▸ **YOUR INSTRUCTIONS**
Copy every line below where the string "html" is found.

##### STORED DATA #####

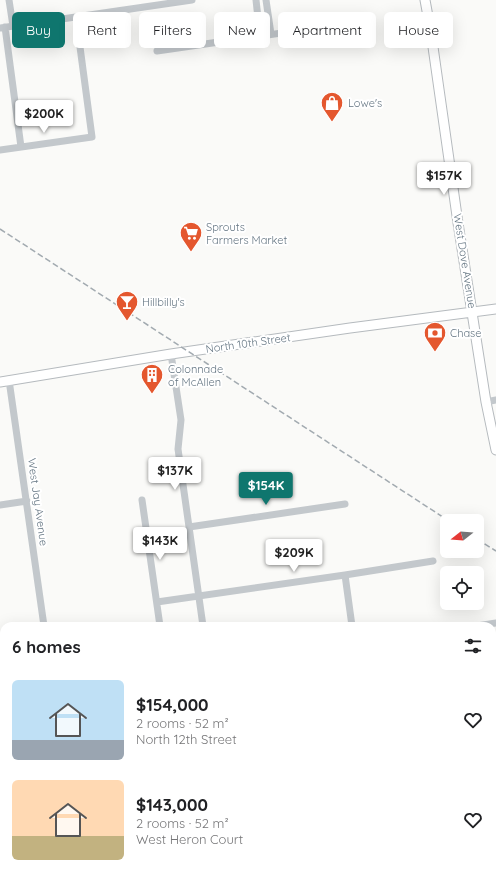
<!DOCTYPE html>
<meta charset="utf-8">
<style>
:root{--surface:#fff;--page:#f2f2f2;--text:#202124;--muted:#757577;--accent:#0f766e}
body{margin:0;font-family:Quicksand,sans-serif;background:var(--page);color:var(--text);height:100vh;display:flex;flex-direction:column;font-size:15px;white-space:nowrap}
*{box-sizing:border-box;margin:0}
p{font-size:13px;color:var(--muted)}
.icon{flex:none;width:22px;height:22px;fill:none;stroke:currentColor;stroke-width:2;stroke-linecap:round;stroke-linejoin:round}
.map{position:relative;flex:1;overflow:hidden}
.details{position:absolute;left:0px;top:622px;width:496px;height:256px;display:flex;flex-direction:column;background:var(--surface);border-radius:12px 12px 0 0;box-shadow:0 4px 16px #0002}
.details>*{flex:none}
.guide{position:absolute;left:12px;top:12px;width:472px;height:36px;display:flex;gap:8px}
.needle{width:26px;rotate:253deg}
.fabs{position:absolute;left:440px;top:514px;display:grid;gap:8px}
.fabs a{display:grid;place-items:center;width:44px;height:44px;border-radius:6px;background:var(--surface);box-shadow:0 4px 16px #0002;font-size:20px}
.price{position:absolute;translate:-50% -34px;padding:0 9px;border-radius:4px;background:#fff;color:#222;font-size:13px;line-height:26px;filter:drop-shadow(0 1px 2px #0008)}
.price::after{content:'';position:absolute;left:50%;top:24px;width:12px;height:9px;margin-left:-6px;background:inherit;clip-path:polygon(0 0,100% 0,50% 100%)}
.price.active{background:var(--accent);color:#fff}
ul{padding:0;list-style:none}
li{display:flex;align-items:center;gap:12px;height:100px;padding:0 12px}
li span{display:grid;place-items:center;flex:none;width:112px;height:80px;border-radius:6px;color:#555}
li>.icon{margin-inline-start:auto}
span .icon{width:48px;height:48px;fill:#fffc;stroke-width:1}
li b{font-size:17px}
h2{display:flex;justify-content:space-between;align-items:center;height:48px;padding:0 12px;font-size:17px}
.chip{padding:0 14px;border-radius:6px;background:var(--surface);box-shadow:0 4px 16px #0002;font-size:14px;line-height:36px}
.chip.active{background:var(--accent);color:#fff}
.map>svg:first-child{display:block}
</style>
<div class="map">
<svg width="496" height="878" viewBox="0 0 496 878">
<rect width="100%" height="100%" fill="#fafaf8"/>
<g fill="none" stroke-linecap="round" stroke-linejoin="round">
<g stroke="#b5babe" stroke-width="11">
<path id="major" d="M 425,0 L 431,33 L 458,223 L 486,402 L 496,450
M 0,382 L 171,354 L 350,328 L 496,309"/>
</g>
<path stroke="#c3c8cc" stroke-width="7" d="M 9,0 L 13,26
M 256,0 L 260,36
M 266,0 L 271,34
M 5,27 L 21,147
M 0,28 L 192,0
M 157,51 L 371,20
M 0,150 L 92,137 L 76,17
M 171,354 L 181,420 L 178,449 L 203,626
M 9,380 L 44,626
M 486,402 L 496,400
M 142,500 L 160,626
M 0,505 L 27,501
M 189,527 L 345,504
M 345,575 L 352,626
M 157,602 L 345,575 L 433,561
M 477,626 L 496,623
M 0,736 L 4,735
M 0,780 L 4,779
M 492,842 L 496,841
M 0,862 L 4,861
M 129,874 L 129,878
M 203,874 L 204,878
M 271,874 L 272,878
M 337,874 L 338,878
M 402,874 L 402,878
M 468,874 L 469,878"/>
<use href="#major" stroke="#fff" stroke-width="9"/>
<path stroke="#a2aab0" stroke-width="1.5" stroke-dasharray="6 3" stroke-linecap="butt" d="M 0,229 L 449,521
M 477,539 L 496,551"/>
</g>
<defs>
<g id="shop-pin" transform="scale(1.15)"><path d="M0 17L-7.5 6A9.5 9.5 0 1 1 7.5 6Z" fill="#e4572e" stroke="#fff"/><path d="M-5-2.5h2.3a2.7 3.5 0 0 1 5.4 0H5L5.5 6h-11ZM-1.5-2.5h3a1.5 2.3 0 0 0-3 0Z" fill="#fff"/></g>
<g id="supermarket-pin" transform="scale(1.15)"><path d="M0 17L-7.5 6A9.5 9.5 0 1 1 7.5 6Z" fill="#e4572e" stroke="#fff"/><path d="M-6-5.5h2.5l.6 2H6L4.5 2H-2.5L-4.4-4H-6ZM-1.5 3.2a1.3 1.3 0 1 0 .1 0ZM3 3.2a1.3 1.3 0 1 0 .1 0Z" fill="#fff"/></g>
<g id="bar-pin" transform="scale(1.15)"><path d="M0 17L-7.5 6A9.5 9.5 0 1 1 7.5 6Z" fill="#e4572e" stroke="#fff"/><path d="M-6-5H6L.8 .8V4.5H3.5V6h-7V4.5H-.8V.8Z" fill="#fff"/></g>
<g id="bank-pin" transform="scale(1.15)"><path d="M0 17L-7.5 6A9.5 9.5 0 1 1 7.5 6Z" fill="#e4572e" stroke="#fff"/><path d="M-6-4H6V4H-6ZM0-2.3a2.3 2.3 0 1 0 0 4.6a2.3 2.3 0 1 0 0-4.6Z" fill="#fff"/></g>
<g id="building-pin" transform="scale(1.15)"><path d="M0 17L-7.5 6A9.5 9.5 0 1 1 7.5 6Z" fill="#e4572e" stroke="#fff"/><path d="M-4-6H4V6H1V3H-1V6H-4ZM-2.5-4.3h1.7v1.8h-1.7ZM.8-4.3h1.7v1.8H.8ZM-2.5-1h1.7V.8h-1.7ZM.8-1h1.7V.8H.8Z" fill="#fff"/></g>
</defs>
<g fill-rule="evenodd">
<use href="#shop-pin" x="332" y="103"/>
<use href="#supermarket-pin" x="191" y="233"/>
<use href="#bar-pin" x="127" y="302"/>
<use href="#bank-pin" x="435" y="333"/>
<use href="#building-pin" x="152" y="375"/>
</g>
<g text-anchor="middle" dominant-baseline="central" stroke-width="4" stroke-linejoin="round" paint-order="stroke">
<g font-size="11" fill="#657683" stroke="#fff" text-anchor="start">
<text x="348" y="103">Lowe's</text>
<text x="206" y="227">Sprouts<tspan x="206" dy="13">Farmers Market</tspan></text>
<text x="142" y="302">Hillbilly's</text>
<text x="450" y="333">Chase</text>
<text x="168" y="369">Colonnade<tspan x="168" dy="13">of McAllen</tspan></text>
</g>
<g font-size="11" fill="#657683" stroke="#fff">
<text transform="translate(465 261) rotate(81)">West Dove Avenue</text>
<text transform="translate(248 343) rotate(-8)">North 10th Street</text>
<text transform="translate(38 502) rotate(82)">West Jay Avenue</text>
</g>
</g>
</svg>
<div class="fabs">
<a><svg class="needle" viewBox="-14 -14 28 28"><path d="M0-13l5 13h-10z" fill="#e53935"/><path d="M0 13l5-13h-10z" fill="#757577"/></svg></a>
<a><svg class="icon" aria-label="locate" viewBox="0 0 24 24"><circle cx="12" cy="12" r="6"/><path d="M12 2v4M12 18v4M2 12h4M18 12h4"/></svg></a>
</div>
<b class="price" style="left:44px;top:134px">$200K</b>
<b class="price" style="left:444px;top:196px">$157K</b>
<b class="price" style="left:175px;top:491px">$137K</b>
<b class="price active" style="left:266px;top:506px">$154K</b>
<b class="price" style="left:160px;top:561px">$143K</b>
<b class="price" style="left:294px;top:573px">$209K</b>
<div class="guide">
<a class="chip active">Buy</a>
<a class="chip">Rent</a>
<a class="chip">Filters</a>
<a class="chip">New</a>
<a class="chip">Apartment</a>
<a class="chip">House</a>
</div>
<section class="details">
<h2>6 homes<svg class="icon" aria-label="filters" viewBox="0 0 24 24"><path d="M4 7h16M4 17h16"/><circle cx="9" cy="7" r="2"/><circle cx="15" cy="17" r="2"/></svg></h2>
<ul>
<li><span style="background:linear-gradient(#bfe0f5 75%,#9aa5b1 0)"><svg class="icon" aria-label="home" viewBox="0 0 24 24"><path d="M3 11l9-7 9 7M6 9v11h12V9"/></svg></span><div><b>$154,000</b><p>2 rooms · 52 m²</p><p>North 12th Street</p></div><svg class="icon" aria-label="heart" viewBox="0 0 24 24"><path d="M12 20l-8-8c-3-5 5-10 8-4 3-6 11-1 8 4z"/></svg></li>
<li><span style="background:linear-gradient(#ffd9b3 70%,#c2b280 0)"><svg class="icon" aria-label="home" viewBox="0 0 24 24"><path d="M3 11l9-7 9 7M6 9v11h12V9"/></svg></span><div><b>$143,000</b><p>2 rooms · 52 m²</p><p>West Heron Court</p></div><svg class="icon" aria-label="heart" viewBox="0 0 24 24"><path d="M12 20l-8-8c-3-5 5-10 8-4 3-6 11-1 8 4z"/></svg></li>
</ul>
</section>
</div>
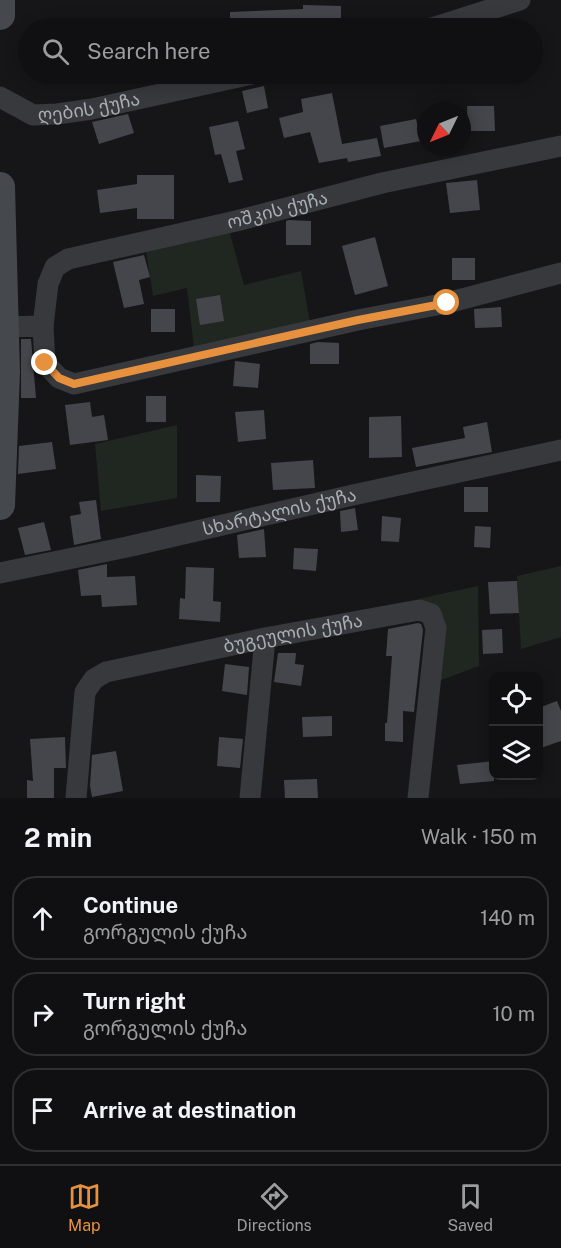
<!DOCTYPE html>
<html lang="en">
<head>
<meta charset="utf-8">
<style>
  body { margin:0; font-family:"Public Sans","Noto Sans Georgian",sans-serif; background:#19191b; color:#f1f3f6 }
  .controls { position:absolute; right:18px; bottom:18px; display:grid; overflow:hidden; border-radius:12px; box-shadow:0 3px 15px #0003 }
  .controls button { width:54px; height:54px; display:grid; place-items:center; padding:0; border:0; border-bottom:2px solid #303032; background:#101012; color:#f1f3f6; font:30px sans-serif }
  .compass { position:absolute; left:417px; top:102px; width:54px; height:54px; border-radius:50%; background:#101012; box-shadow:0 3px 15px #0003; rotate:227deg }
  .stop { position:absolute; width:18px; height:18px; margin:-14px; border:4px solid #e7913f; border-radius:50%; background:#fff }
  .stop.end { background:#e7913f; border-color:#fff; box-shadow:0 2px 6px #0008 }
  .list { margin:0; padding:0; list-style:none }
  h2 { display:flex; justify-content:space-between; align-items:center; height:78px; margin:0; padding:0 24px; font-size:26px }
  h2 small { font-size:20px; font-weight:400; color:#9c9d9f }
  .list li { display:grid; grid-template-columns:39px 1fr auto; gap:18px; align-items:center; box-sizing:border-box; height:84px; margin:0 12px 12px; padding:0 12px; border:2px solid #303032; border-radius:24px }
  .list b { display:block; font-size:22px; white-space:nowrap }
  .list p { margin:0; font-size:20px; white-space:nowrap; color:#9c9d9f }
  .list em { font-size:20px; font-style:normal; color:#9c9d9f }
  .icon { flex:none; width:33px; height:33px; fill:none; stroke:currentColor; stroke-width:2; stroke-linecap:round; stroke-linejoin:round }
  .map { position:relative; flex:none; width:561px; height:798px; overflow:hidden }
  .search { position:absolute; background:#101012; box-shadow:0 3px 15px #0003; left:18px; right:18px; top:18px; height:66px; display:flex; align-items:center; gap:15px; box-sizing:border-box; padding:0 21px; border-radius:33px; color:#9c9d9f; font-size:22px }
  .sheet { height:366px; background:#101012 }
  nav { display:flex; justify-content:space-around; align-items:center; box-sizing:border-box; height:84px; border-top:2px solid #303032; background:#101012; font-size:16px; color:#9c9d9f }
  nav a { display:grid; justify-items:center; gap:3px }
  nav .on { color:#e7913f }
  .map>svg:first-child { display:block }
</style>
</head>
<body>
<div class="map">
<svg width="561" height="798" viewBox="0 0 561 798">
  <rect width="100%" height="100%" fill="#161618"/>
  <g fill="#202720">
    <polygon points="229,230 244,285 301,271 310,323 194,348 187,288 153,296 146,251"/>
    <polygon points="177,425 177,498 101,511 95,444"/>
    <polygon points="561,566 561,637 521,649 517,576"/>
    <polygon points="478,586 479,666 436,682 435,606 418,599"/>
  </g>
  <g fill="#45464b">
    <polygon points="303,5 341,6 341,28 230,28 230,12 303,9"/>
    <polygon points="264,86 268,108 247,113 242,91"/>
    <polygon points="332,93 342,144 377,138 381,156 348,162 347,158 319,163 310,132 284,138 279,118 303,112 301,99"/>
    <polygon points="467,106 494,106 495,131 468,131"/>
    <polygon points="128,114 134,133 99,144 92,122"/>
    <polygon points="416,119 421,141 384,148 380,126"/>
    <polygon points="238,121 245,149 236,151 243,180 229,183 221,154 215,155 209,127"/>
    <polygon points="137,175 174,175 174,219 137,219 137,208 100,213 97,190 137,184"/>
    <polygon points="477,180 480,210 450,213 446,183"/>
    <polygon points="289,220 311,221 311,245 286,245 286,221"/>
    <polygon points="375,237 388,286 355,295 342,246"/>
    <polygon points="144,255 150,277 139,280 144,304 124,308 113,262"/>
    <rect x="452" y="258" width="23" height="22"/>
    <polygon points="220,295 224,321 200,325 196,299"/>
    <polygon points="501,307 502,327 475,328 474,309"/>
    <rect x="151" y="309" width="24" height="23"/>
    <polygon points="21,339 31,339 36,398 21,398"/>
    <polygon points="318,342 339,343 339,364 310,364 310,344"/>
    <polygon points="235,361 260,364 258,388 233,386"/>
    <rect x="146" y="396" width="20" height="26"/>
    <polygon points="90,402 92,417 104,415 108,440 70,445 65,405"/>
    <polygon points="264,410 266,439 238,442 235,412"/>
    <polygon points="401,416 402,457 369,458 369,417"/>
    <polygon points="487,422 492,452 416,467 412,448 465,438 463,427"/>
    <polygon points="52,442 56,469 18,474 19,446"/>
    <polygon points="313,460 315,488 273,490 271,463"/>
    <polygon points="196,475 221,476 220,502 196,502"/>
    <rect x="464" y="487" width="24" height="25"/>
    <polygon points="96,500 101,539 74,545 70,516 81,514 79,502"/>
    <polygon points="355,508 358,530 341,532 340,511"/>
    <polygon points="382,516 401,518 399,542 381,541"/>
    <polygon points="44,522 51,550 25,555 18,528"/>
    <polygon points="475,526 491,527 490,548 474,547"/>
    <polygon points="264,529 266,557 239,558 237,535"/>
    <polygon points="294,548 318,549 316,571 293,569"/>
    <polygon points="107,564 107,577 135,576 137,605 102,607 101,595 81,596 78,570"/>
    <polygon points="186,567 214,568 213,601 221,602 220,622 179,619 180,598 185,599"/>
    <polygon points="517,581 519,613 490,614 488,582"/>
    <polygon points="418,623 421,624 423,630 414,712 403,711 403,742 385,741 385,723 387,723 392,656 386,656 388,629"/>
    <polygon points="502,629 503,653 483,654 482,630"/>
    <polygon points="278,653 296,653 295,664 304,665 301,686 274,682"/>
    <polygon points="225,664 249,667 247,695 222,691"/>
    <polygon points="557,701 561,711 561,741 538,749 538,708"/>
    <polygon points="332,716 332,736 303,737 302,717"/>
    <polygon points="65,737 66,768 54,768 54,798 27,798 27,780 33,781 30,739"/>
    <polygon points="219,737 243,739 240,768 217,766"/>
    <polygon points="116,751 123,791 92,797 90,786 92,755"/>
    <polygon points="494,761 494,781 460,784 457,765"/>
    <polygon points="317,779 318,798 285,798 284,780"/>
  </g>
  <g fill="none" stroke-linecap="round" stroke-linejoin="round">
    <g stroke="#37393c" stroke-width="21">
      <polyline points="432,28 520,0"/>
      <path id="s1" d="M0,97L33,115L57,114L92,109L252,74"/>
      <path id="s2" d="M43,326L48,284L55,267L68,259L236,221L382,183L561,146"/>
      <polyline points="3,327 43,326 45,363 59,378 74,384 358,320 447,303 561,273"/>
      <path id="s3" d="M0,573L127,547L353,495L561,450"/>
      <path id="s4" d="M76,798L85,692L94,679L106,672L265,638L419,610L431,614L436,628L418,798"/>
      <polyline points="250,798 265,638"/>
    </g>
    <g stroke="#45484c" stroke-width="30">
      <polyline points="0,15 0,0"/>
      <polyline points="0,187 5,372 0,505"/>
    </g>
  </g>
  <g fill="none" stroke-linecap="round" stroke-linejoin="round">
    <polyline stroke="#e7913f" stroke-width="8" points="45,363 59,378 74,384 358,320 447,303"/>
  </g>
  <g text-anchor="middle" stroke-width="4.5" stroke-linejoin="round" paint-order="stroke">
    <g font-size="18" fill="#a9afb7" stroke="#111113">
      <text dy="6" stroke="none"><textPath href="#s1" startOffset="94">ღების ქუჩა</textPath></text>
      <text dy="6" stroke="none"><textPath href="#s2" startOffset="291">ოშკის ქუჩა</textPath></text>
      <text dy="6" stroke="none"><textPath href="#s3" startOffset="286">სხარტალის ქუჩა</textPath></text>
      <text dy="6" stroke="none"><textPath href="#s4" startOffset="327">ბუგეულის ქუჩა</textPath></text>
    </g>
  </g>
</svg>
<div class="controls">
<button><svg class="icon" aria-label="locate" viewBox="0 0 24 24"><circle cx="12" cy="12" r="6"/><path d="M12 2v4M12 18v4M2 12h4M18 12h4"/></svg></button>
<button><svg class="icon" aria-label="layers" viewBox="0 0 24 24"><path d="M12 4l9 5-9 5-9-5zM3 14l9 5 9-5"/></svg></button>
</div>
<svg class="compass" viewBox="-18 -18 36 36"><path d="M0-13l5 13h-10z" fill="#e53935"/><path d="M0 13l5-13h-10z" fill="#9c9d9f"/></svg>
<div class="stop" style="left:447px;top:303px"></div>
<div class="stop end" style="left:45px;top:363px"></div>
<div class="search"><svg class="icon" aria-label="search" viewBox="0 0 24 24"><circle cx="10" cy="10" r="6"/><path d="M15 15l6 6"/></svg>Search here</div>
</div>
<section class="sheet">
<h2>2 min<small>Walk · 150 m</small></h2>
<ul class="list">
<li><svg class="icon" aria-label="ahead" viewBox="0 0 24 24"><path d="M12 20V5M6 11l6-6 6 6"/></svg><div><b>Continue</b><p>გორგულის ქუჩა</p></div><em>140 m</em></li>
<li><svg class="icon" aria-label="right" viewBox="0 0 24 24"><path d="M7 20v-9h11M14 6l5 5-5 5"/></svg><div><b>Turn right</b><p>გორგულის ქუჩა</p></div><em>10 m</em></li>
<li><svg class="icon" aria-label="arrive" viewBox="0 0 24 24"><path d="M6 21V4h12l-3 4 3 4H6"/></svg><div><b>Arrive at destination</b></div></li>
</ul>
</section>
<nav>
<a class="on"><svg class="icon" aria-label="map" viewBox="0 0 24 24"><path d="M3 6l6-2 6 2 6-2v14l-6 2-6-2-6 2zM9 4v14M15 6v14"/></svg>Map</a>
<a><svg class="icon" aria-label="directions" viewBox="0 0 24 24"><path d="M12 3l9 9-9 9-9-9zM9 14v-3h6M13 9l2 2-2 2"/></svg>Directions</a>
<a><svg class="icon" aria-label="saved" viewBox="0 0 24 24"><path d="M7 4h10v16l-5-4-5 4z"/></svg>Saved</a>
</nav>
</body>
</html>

#####

▸ **TASK ANSWER**
<!DOCTYPE html>
<!DOCTYPE html>
<html lang="en">
</html>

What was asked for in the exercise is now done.